Generative composition – More tests and progress
In preperation for both my installation project, and the collaborative A/V performance with Anssi, I have been refining my methods for creating generative music, that keeps changing and evolving, without any action required from me to trigger any computations. The reason and inspiration to refine the systems has been extensive listening to the work of William Basinski and Tim Hecker. Their ability to produce a still, yet evolving sound world made me think of methods to use generative resampling into a granular sampler, that picks up one of the most prominent melodic sounds, and in combination with parameter randomisation, replays parts of that instuments in ocaves above and below the original line. The result is a very fluent, ever changing layer of melodic material that is strongly related to the melodic content recently heard, yet with a completely new sense of timbre and textural content.
I have also been researching addons to max that could help me create these generative systems. I have learnt a lot during the production of these projects, however my programming and maths knowledge is still far below many others out there. During this research I found an addition of abstractions specifically designed to help with the creation of generative systems within Max. A link to this pack can be found in the bottom of this post. The pack contains a wide range of established processes that have been used to produce musical content.
So far I have implemented:
– The concept behind a Brownian note generator onto my parameter-randomisation module, which adds the possibilty of randomising a percentage within a set range.

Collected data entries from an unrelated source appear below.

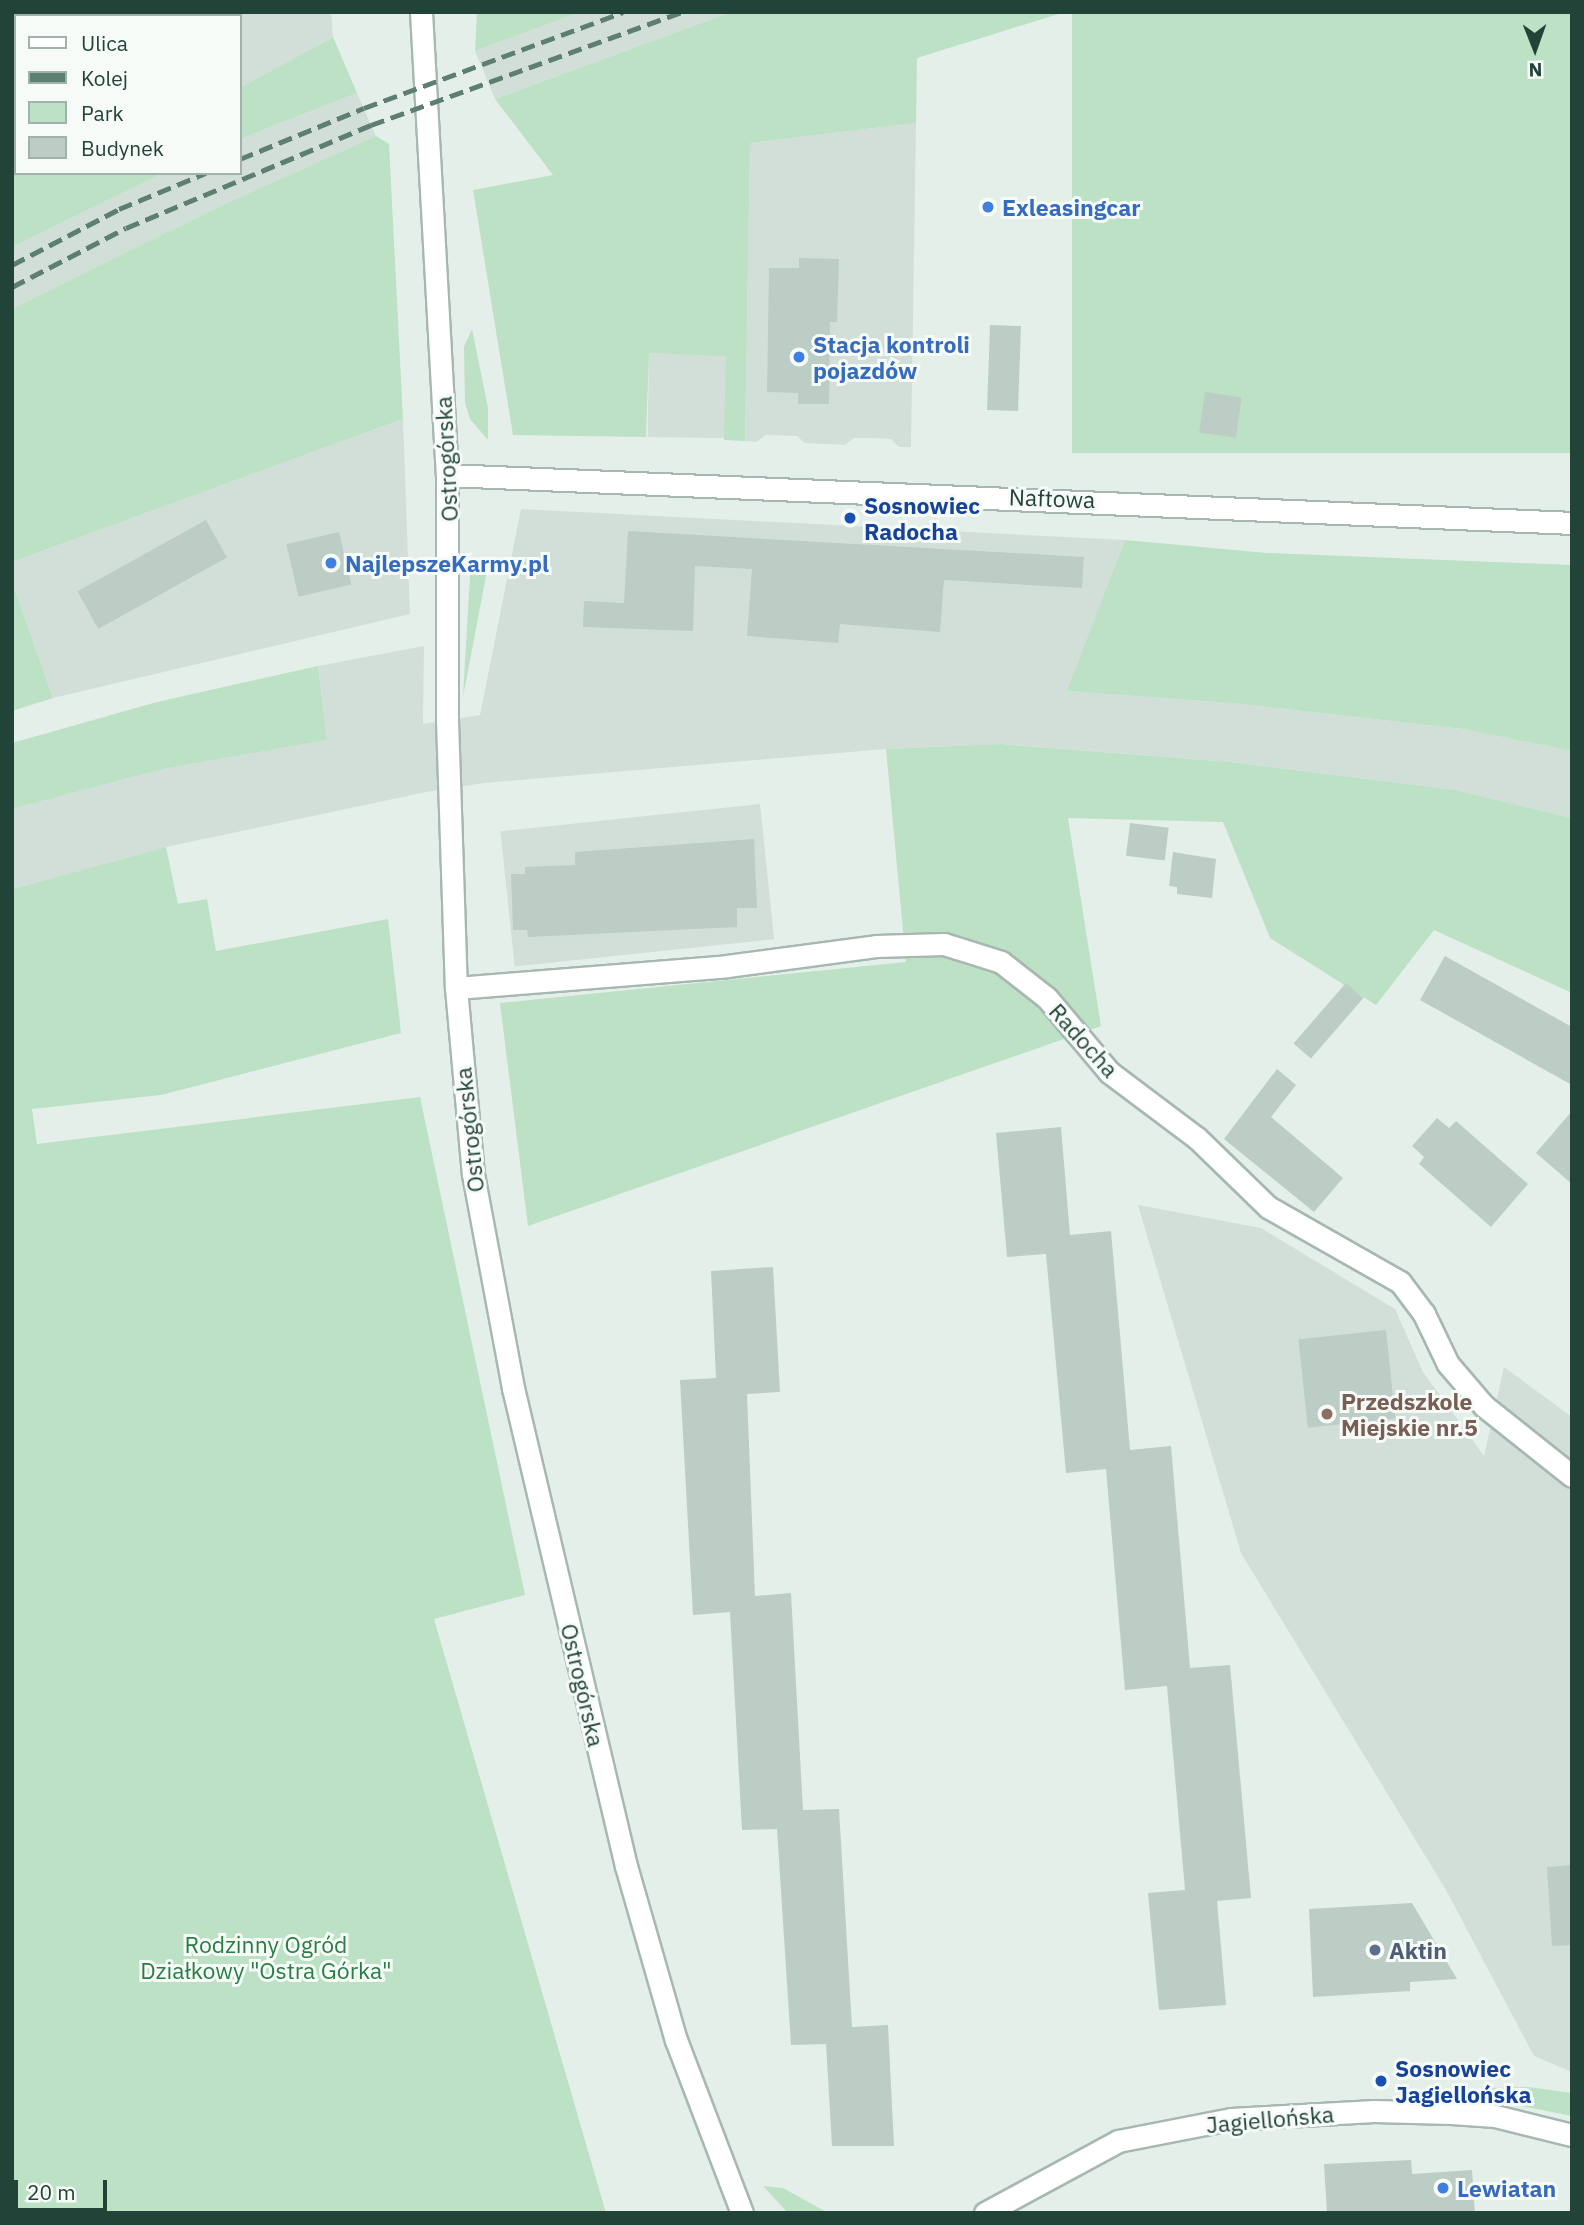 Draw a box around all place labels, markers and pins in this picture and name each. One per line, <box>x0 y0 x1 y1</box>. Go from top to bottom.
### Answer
place label: Exleasingcar <box>1002 193 1141 221</box>
marker: Exleasingcar <box>980 199 996 215</box>
place label: Stacja kontroli pojazdów <box>813 330 970 384</box>
marker: Stacja kontroli pojazdów <box>791 349 807 365</box>
place label: Sosnowiec Radocha <box>864 491 980 545</box>
marker: Sosnowiec Radocha <box>842 510 858 526</box>
place label: NajlepszeKarmy.pl <box>345 549 549 577</box>
marker: NajlepszeKarmy.pl <box>323 555 339 571</box>
place label: Przedszkole Miejskie nr.5 <box>1341 1387 1478 1441</box>
marker: Przedszkole Miejskie nr.5 <box>1319 1406 1335 1422</box>
place label: Aktin <box>1389 1936 1447 1964</box>
marker: Aktin <box>1367 1942 1383 1958</box>
place label: Sosnowiec Jagiellońska <box>1395 2054 1532 2108</box>
marker: Sosnowiec Jagiellońska <box>1373 2073 1389 2089</box>
place label: Lewiatan <box>1457 2174 1556 2202</box>
marker: Lewiatan <box>1435 2180 1451 2196</box>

– A brownian note generator, with controls for max/min note height, note length, and randomisation amount all available to be controlled by other generative modules
– A note generator that is able to either randomly generate a set of intervals that will be played over and over, or a set single interval that is repeated. Also here a few controls are made available for other modules to control: note length, set single interval, randomise a set of intervals.
All these modules can be used in series (together with the ones written fully by me), in order to generate chords and progressions.
Examples using these modules will be in a future blog post.